The next day Kitty Blair calls Nancy and begs her to babysit the twins because she simple can't handle their screaming. Nancy calls Bess, and they head over to the Blair's home, stopping to pick up toys for the twins. Kitty leaves the house as soon as Nancy and Bess arrive. The girls bathe and dress the twins (expertly, of course) then give them the toys they have purchased. The twins endear themselves to me by creating a game in which they throw the toys and Nancy and Bess run to pick them up and bring them back. Two 14 month olds are playing fetch with Nancy and Bess. It is awesome and goes on for about 6 pages. Nancy and Bess take the twins to the park, where they because so engrossed watching a tiny lizard that the babies almost get kidnapped by a strange woman. Luckily, the woman abandons the babies by the side of the road, and Bess takes the babies home while Nancy chases the woman in her roadster. Nancy decides that this must be the twins' biological mother, and makes up her mind to solve the mystery of who she is so the twins can be taken away from the awful Blairs and be given to their real mother, who has abandoned her children at least twice, once near a busy intersection. Then, after thanking Nancy, the Blairs, the twins, and the parents will disappear from River Heights forever.
Nancy spends the next 100 pages babysitting the twins, snooping around the Blair estate, and making comments about their gaudy taste and bad parenting. Sometimes Bess and George are there. Sometimes they are not. Nancy notices that the chauffuer Rodney seems to be very intersted in the well being of the twins, and the mystery woman that tried to kidnap the twins keeps popping up. Kitty and Johnny realize what Nancy has been up to and frame her for robbery. No need to frame her...she really has robbed from you before. Nancy, of course, doesn't get thrown in the hokey because her father is a prominent River Heights attorney. She saves the day and solves the mystery. To the suprise of exactly two people, the parents of the twins are revealed to be Rodney the Chauffuer and the mystery lady attempted kidnapper/baby abandoner. The twins are reunited with their parents, although why they were up for adoption in the first place is never explained. Everybody thanks Nancy. Nobody thanks Hannah for aiding and abetting Nancy's felony.

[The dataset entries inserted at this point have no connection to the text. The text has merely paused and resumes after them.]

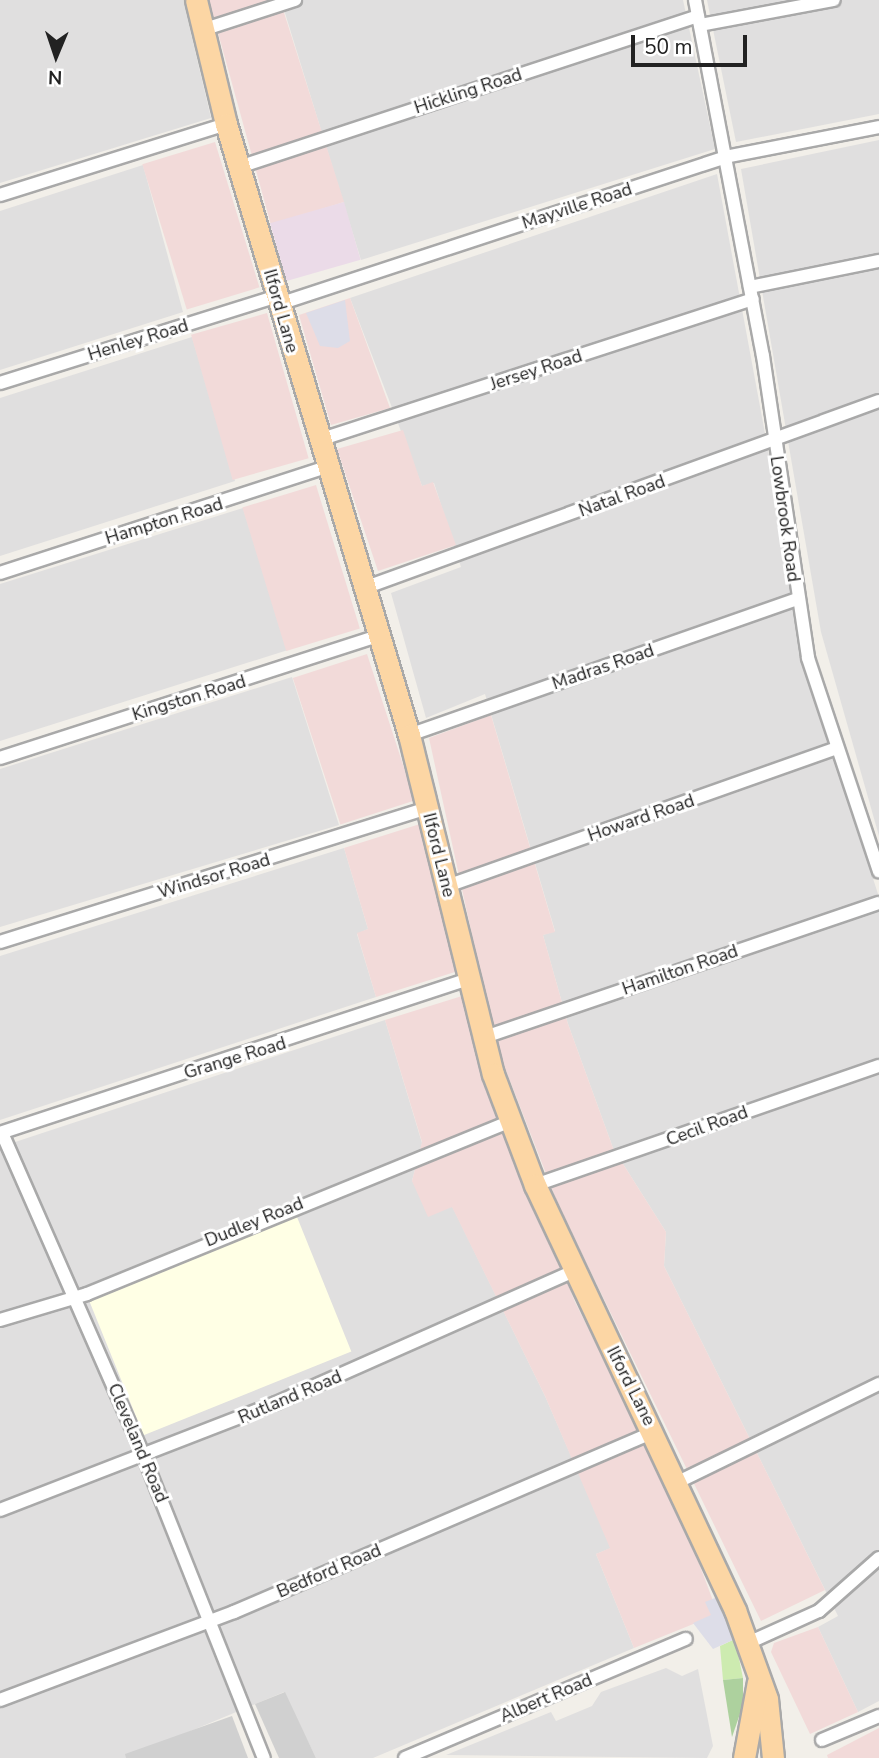 <!DOCTYPE html>
<style>
body{margin:0}
#map{position:relative;width:879px;height:1758px;overflow:hidden;background:#f2efe9;font-family:"Nunito Sans",sans-serif}
div>[style]{position:absolute}
.residential>*{inset:0;background:#e0dfdf}
.commercial>*{inset:0;background:#f2dad9;transform-origin:0 0}
.industrial>*{inset:0;background:#ebdbe8;transform-origin:0 0}
.education>*{inset:0;background:#ffffe5;transform-origin:0 0}
.religious>*{inset:0;background:#d0d0d0}
.grass>*{inset:0;background:#cdebb0}
.forest>*{inset:0;background:#add19e}
.plaza>*{inset:0;background:#dddde8}
.roads{filter:drop-shadow(2px 0 #a9a9a9) drop-shadow(-2px 0 #a9a9a9) drop-shadow(0 2px #a9a9a9) drop-shadow(0 -2px #a9a9a9)}
.street>*{height:12px;margin:-6px;padding:0 6px;transform-origin:6px;border-radius:6px;background:#fff}
.primary>*{height:21px;margin:-10.5px;padding:0 10.5px;transform-origin:10.5px;border-radius:10.5px;background:#fcd6a4}
span{translate:-50% -50%;white-space:nowrap;text-align:center;line-height:1.15;-webkit-text-stroke:6px #fff;paint-order:stroke}
.street-label{font-size:18px;color:#222}
.north{position:absolute;left:21px;top:21px;width:70px;height:70px;-webkit-text-stroke:5px #fff;paint-order:stroke;rotate:182deg;font-size:19px;font-weight:700;line-height:28px;text-align:center;color:#222}
.north::after{content:'';display:block;margin:auto;width:24px;height:32px;background:#222;clip-path:polygon(50% 0,100% 100%,50% 72%,0 100%)}
.scale{position:absolute;left:631px;top:35px;width:116px;height:32px;box-sizing:border-box;border:4px solid #222;border-top:0;padding-left:9px;font-size:21px;line-height:24px;white-space:nowrap;color:#222;-webkit-text-stroke:5px #fff;paint-order:stroke}
</style>
<div id="map">
<div class="residential">
<div style="clip-path:polygon(0 0,183px 0,211px 118px,0 183px)"></div>
<div style="clip-path:polygon(281px 0,683px 0,715px 149px,361px 260px)"></div>
<div style="clip-path:polygon(707px 0,879px 0,879px 114px,736px 142px)"></div>
<div style="clip-path:polygon(879px 140px,879px 836px,821px 632px,741px 169px)"></div>
<div style="clip-path:polygon(143px 165px,183px 312px,0 370px,0 211px)"></div>
<div style="clip-path:polygon(717px 174px,813px 693px,879px 897px,879px 1701px,858px 1712px,818px 1627px,838px 1616px,664px 1266px,666px 1232px,613px 1148px,568px 1024px,543px 935px,555px 931px,485px 694px,426px 718px,391px 593px,461px 567px,434px 483px,422px 486px,350px 298px)"></div>
<div style="clip-path:polygon(192px 337px,235px 481px,0 556px,0 398px)"></div>
<div style="clip-path:polygon(243px 508px,288px 650px,0 741px,0 584px)"></div>
<div style="clip-path:polygon(292px 677px,339px 825px,0 927px,0 769px)"></div>
<div style="clip-path:polygon(344px 848px,368px 929px,357px 934px,376px 997px,0 1120px,0 956px)"></div>
<div style="clip-path:polygon(385px 1020px,422px 1143px,412px 1181px,452px 1206px,545px 1396px,611px 1548px,596px 1554px,634px 1648px,373px 1758px,316px 1758px,284px 1692px,126px 1758px,0 1758px,0 1147px)"></div>
<div style="clip-path:polygon(666px 1668px,682px 1676px,698px 1669px,713px 1746px,707px 1758px,446px 1755px,551px 1712px,556px 1721px,592px 1706px,601px 1692px)"></div>
</div>
<div class="commercial">
<div style="clip-path:polygon(209px 0,280px 0,344px 202px,271px 225px)"></div>
<div style="left:215px;top:142px;width:152px;height:76px;rotate:73deg"></div>
<div style="clip-path:polygon(350px 298px,390px 408px,331px 425px,299px 315px)"></div>
<div style="left:267px;top:313px;width:151px;height:79px;rotate:74deg"></div>
<div style="clip-path:polygon(403px 430px,422px 486px,433px 482px,456px 545px,378px 571px,337px 449px)"></div>
<div style="left:316px;top:485px;width:150px;height:77px;rotate:73deg"></div>
<div style="left:367px;top:654px;width:154px;height:78px;rotate:72deg"></div>
<div style="clip-path:polygon(491px 715px,555px 932px,543px 935px,568px 1024px,613px 1148px,666px 1232px,664px 1266px,825px 1590px,761px 1621px,559px 1207px,496px 1045px,429px 738px)"></div>
<div style="clip-path:polygon(420px 824px,458px 971px,376px 997px,357px 933px,368px 929px,344px 848px)"></div>
<div style="clip-path:polygon(462px 996px,488px 1087px,575px 1302px,677px 1505px,718px 1614px,634px 1648px,596px 1554px,610px 1548px,545px 1396px,452px 1207px,428px 1217px,412px 1181px,422px 1142px,385px 1020px)"></div>
<div style="clip-path:polygon(818px 1627px,858px 1712px,810px 1734px,771px 1652px,774px 1643px)"></div>
<div style="clip-path:polygon(879px 1728px,879px 1758px,828px 1758px,827px 1755px)"></div>
</div>
<div class="industrial">
<div style="left:344px;top:202px;width:60px;height:77px;rotate:74deg"></div>
</div>
<div class="education">
<div style="left:297px;top:1217px;width:145px;height:224px;rotate:68deg"></div>
</div>
<div class="religious">
<div style="clip-path:polygon(285px 1692px,316px 1758px,279px 1758px,255px 1704px)"></div>
<div style="clip-path:polygon(232px 1716px,248px 1758px,126px 1758px,125px 1754px)"></div>
</div>
<div class="grass">
<div style="clip-path:polygon(735px 1639px,743px 1678px,723px 1680px,720px 1646px)"></div>
</div>
<div class="forest">
<div style="clip-path:polygon(743px 1678px,743px 1705px,732px 1737px,723px 1680px)"></div>
</div>
<div class="plaza">
<div style="clip-path:polygon(345px 300px,350px 341px,338px 348px,320px 346px,306px 313px)"></div>
<div style="clip-path:polygon(720px 1596px,735px 1639px,713px 1649px,693px 1623px,711px 1615px,705px 1602px)"></div>
</div>
<div class="roads">
<div class="street">
<div style="left:695px;top:0;width:362px;rotate:79.2deg"></div>
<div style="left:763px;top:356px;width:305px;rotate:81.5deg"></div>
<div style="left:808px;top:658px;width:225px;rotate:71.6deg"></div>
<div style="left:700px;top:25px;width:136px;rotate:-10.6deg"></div>
<div style="left:202px;top:30px;width:98px;rotate:-17.9deg"></div>
<div style="left:239px;top:167px;width:483px;rotate:-18.2deg"></div>
<div style="left:0;top:195px;width:237px;rotate:-17.4deg"></div>
<div style="left:750px;top:287px;width:132px;rotate:-11.4deg"></div>
<div style="left:279px;top:304px;width:470px;rotate:-18.2deg"></div>
<div style="left:725px;top:157px;width:157px;rotate:-11deg"></div>
<div style="left:0;top:383px;width:290px;rotate:-17.4deg"></div>
<div style="left:319px;top:440px;width:456px;rotate:-18deg"></div>
<div style="left:0;top:573px;width:344px;rotate:-18deg"></div>
<div style="left:364px;top:588px;width:548px;rotate:-19.96deg"></div>
<div style="left:409px;top:735px;width:411px;rotate:-19.3deg"></div>
<div style="left:0;top:758px;width:397px;rotate:-17.9deg"></div>
<div style="left:447px;top:886px;width:411px;rotate:-19.5deg"></div>
<div style="left:0;top:942px;width:448px;rotate:-17.4deg"></div>
<div style="left:482px;top:1038px;width:419px;rotate:-18.8deg"></div>
<div style="left:0;top:1133px;width:494px;rotate:-18.2deg"></div>
<div style="left:2px;top:1133px;width:354px;rotate:66.3deg"></div>
<div style="left:144px;top:1457px;width:324px;rotate:68.3deg"></div>
<div style="left:535px;top:1185px;width:364px;rotate:-19.1deg"></div>
<div style="left:0;top:1320px;width:91px;rotate:-16.6deg"></div>
<div style="left:87px;top:1294px;width:456px;rotate:-22.2deg"></div>
<div style="left:678px;top:1482px;width:224px;rotate:-26deg"></div>
<div style="left:0;top:1510px;width:296px;rotate:-21.2deg"></div>
<div style="left:276px;top:1403px;width:326px;rotate:-23.9deg"></div>
<div style="left:748px;top:1643px;width:78px;rotate:-24.3deg"></div>
<div style="left:819px;top:1611px;width:80px;rotate:-41.5deg"></div>
<div style="left:0;top:1700px;width:250px;rotate:-20.6deg"></div>
<div style="left:234px;top:1612px;width:457px;rotate:-23.2deg"></div>
<div style="left:822px;top:1740px;width:62px;rotate:-22.8deg"></div>
<div style="left:405px;top:1758px;width:305px;rotate:-23deg"></div>
</div>
<div class="primary">
<div style="left:196px;top:0;width:128px;rotate:76.4deg"></div>
<div style="left:226px;top:124px;width:638px;rotate:73.33deg"></div>
<div style="left:409px;top:735px;width:349px;rotate:76.1deg"></div>
<div style="left:493px;top:1074px;width:119px;rotate:69.3deg"></div>
<div style="left:535px;top:1185px;width:470px;rotate:64.8deg"></div>
<div style="left:735px;top:1610px;width:95px;rotate:70.2deg"></div>
<div style="left:767px;top:1699px;width:59px;rotate:84.2deg"></div>
<div style="left:744px;top:1758px;width:77px;rotate:-79.6deg"></div>
</div>
</div>
<div class="street-label">
<span style="left:468px;top:91px;rotate:-18deg">Hickling Road</span>
<span style="left:577px;top:206px;rotate:-18deg">Mayville Road</span>
<span style="left:281px;top:311px;rotate:74deg">Ilford Lane</span>
<span style="left:138px;top:340px;rotate:-17deg">Henley Road</span>
<span style="left:536px;top:370px;rotate:-18deg">Jersey Road</span>
<span style="left:622px;top:496px;rotate:-20deg">Natal Road</span>
<span style="left:785px;top:519px;rotate:82deg">Lowbrook Road</span>
<span style="left:164px;top:521px;rotate:-17deg">Hampton Road</span>
<span style="left:603px;top:667px;rotate:-19deg">Madras Road</span>
<span style="left:189px;top:698px;rotate:-17deg">Kingston Road</span>
<span style="left:641px;top:818px;rotate:-19deg">Howard Road</span>
<span style="left:439px;top:855px;rotate:76deg">Ilford Lane</span>
<span style="left:214px;top:876px;rotate:-17deg">Windsor Road</span>
<span style="left:680px;top:970px;rotate:-19deg">Hamilton Road</span>
<span style="left:235px;top:1058px;rotate:-17deg">Grange Road</span>
<span style="left:707px;top:1126px;rotate:-20deg">Cecil Road</span>
<span style="left:254px;top:1222px;rotate:-22deg">Dudley Road</span>
<span style="left:631px;top:1386px;rotate:63deg">Ilford Lane</span>
<span style="left:290px;top:1397px;rotate:-23deg">Rutland Road</span>
<span style="left:138px;top:1443px;rotate:67deg">Cleveland Road</span>
<span style="left:329px;top:1571px;rotate:-23deg">Bedford Road</span>
<span style="left:546px;top:1698px;rotate:-23deg">Albert Road</span>
</div>
<div class="north">N</div>
<div class="scale">50 m</div>
</div>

Number of times Nancy's driving skill is mentioned: 8
Inappropriate father/daughter relationship alert:
"Carson pulled his lovely daughter into his lap and stroked her hair out of her face. 'You're a peach' Nancy said, kissing her father."
Number of meals Hannah prepares: 7
Number of times Bess's weight/love of food is discussed: 5
Dated references:
dictaphones, follies, operators connecting phone calls, telegrams, adoptions that take two days from start to finish

Shall we get this party started?

Nancy Drew is my hero. My love for her is known far and wide. It is out of this pure and beautiful love that I create a blog in which I will snark on Nancy mercilessly. And I'm doing it all for my mother, who introduced me to Nancy and her gang of chums. See, when I was very young, my mom had the parenting sense to know that she should read to me to help foster my intellectual development, yet no desire to purchase any books to do so. Enter a set of 55 (she missed the last one) famous original Nancy Drew Mystery Stories, which she read to her small daughter, creating a freakishly smart child that loved to read, but that also used the words "sleuth" and "keen" a bit to often. I love you Mama. This blog is for you.